- **PROBLEM DETAILS**
In the listing below, how many lines carry the word "Isagani"? Reply with only the number.

Start of EXTRACTED MATERIAL

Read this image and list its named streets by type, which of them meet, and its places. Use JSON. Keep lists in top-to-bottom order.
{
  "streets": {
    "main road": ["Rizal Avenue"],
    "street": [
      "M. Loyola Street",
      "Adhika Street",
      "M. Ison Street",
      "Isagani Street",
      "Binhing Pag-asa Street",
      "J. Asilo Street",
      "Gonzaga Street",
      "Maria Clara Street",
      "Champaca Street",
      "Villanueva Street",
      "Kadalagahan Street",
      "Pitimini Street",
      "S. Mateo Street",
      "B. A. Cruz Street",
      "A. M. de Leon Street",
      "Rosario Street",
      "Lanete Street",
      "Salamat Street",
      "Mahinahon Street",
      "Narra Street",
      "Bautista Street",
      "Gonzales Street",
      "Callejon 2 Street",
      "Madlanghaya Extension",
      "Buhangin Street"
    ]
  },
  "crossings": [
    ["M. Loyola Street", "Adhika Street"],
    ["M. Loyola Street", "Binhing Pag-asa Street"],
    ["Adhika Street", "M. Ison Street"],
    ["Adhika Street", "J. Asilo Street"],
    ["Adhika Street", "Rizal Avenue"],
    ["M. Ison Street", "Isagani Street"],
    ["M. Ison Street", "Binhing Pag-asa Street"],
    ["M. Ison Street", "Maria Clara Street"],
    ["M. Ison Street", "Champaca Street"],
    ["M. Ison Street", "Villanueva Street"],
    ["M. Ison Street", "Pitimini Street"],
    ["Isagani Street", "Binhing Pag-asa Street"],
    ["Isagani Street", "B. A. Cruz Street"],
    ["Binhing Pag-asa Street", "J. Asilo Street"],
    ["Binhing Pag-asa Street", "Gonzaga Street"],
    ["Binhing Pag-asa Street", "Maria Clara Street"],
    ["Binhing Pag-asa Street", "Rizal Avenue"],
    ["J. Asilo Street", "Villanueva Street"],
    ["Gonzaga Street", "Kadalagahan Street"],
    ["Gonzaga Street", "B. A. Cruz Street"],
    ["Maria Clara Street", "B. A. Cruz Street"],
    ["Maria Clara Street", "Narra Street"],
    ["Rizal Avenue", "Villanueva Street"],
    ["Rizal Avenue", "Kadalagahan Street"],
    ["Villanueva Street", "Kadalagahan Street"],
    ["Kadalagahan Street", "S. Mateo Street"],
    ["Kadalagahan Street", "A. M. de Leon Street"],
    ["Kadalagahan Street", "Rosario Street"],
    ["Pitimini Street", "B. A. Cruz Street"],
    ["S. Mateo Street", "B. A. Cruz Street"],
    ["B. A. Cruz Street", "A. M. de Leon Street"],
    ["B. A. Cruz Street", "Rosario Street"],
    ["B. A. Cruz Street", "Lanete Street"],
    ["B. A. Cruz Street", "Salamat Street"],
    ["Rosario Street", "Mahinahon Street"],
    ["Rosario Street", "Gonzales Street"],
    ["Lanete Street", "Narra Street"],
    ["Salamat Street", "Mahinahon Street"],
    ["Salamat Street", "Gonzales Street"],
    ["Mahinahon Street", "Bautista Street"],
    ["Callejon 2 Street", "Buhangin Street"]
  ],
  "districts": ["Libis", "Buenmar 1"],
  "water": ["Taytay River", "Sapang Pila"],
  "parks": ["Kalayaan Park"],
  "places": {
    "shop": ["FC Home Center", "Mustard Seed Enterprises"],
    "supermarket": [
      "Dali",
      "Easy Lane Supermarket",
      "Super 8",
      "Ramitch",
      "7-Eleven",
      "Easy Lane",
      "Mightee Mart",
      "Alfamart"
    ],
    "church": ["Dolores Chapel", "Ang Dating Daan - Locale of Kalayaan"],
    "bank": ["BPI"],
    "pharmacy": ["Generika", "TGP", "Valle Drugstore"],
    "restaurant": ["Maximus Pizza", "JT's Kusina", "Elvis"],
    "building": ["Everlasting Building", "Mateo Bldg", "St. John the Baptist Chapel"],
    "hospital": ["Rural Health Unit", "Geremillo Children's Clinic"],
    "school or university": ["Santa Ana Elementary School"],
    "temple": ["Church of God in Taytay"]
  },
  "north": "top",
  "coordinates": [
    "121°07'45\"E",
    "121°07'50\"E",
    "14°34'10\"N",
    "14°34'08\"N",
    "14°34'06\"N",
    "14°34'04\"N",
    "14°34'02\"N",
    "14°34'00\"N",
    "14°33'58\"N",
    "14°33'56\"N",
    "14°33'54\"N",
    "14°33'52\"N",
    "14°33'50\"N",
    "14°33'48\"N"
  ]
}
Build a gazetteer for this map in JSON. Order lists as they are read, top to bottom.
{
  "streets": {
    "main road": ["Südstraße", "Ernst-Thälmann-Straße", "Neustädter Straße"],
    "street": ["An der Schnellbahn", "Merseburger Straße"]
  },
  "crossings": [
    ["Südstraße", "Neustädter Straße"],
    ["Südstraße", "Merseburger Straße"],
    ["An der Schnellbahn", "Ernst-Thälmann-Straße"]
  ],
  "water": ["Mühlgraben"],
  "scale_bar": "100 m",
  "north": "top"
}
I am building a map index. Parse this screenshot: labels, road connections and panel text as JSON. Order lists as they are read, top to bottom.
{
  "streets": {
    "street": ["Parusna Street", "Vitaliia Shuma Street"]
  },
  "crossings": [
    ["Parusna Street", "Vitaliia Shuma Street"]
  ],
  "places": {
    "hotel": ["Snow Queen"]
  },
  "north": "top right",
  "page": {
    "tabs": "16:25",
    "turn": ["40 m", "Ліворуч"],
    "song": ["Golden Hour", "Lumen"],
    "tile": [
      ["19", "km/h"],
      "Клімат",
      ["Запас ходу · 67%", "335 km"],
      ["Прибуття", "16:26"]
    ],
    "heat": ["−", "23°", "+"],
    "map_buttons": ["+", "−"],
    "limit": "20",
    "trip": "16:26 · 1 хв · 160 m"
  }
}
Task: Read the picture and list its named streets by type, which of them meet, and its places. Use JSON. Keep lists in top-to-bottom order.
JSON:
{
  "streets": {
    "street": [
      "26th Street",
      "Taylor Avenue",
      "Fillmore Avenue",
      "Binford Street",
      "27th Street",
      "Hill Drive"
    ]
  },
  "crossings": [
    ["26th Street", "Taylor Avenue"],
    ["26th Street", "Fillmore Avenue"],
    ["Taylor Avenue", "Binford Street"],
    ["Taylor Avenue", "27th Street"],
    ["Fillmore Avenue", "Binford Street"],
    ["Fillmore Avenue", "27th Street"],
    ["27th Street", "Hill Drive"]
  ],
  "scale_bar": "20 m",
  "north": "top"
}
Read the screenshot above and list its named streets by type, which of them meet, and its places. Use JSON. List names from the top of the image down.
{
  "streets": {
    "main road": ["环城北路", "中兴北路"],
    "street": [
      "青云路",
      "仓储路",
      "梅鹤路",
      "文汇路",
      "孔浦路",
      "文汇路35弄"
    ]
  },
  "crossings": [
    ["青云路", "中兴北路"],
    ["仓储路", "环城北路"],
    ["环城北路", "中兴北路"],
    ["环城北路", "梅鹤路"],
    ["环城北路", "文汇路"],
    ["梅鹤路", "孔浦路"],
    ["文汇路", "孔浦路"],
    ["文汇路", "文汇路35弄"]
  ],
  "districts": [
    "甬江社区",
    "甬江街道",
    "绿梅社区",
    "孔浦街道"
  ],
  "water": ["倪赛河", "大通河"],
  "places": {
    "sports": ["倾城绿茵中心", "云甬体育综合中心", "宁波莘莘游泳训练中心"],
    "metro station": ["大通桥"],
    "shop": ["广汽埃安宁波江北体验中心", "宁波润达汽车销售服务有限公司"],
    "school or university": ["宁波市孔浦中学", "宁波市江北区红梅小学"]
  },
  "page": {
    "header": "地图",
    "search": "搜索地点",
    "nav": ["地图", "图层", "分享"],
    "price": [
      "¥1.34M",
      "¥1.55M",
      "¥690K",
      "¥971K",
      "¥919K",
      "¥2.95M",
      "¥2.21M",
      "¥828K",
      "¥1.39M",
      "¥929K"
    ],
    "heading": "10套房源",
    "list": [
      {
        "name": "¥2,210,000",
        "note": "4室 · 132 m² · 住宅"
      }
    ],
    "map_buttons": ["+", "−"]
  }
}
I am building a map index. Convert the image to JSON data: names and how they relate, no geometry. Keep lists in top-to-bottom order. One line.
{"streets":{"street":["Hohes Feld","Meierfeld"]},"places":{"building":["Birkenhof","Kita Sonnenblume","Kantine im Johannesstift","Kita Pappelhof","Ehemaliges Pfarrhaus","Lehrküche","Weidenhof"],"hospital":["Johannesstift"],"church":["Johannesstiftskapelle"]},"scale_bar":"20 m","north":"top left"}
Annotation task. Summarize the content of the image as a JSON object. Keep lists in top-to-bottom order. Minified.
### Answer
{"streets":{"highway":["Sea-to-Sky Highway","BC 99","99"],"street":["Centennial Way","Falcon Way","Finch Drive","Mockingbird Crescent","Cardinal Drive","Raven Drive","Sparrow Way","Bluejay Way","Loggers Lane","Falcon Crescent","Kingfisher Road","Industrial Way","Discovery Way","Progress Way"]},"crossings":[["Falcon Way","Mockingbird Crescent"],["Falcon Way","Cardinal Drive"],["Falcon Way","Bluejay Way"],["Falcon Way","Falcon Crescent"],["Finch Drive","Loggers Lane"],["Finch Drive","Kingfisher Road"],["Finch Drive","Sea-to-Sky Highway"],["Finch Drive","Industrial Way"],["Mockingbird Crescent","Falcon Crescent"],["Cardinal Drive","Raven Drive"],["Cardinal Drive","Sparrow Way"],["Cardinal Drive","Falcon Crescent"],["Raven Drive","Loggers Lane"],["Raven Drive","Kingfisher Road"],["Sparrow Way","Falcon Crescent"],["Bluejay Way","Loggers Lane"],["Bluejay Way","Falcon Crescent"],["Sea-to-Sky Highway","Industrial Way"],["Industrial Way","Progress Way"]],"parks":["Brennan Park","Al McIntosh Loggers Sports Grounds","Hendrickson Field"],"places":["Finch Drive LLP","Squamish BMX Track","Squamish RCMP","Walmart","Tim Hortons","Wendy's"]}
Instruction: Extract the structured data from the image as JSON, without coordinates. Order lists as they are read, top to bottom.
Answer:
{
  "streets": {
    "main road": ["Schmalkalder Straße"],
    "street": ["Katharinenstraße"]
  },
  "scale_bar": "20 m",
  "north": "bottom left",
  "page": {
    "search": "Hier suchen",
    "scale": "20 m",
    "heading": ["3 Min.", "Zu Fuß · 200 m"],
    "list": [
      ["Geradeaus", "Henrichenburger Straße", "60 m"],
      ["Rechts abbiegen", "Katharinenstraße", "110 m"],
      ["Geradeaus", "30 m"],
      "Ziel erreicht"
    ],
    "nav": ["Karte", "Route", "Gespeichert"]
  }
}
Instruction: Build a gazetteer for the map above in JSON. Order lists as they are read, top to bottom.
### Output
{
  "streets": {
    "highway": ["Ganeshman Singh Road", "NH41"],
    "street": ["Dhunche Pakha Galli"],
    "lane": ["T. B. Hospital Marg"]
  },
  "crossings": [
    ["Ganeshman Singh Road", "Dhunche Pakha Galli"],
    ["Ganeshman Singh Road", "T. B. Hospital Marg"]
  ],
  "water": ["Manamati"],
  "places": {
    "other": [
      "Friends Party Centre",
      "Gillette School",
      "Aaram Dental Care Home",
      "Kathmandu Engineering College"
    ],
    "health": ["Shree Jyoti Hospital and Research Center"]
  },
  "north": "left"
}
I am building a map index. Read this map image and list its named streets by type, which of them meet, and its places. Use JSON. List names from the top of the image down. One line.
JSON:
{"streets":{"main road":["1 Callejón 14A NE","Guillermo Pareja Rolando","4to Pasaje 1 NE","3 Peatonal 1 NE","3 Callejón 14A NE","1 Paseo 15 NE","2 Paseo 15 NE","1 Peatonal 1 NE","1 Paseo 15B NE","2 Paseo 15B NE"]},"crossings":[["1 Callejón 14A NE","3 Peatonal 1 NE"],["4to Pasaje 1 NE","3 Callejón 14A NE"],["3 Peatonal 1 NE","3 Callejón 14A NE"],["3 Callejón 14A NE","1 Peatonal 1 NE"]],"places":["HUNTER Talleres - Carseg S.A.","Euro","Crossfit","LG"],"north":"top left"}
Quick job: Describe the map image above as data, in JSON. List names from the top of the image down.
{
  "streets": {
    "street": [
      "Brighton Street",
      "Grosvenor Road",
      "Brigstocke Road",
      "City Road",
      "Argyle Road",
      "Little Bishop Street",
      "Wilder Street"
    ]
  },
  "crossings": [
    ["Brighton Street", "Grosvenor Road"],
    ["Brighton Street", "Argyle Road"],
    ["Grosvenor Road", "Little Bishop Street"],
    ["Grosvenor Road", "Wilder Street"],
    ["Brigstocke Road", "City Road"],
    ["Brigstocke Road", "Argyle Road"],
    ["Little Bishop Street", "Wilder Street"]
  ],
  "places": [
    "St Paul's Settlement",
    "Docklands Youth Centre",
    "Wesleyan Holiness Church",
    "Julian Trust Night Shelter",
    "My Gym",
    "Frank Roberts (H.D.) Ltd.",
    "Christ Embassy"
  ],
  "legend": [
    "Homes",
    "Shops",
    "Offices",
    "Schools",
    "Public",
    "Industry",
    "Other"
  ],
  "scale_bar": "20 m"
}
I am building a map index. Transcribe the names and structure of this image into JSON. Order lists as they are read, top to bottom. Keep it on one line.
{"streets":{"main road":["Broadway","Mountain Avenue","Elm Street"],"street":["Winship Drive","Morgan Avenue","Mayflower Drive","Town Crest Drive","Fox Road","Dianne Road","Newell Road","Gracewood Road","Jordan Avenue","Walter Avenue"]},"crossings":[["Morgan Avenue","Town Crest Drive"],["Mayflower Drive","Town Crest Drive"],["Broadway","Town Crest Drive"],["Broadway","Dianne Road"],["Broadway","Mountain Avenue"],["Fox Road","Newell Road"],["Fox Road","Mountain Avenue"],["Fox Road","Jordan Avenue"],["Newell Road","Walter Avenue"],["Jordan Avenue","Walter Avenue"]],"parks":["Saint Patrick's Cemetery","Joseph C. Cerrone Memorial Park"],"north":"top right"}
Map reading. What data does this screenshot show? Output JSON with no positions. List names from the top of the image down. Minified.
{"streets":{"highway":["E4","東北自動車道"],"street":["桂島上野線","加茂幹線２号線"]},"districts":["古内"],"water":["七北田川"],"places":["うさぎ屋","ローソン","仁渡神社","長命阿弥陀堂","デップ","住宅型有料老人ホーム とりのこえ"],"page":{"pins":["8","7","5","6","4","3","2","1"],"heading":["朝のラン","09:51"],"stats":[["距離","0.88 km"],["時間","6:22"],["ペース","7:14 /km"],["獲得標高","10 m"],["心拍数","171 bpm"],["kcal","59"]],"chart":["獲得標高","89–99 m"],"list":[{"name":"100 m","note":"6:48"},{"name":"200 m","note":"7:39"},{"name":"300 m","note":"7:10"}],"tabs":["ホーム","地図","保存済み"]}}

End of EXTRACTED MATERIAL

- **PROBLEM SOLUTION**
4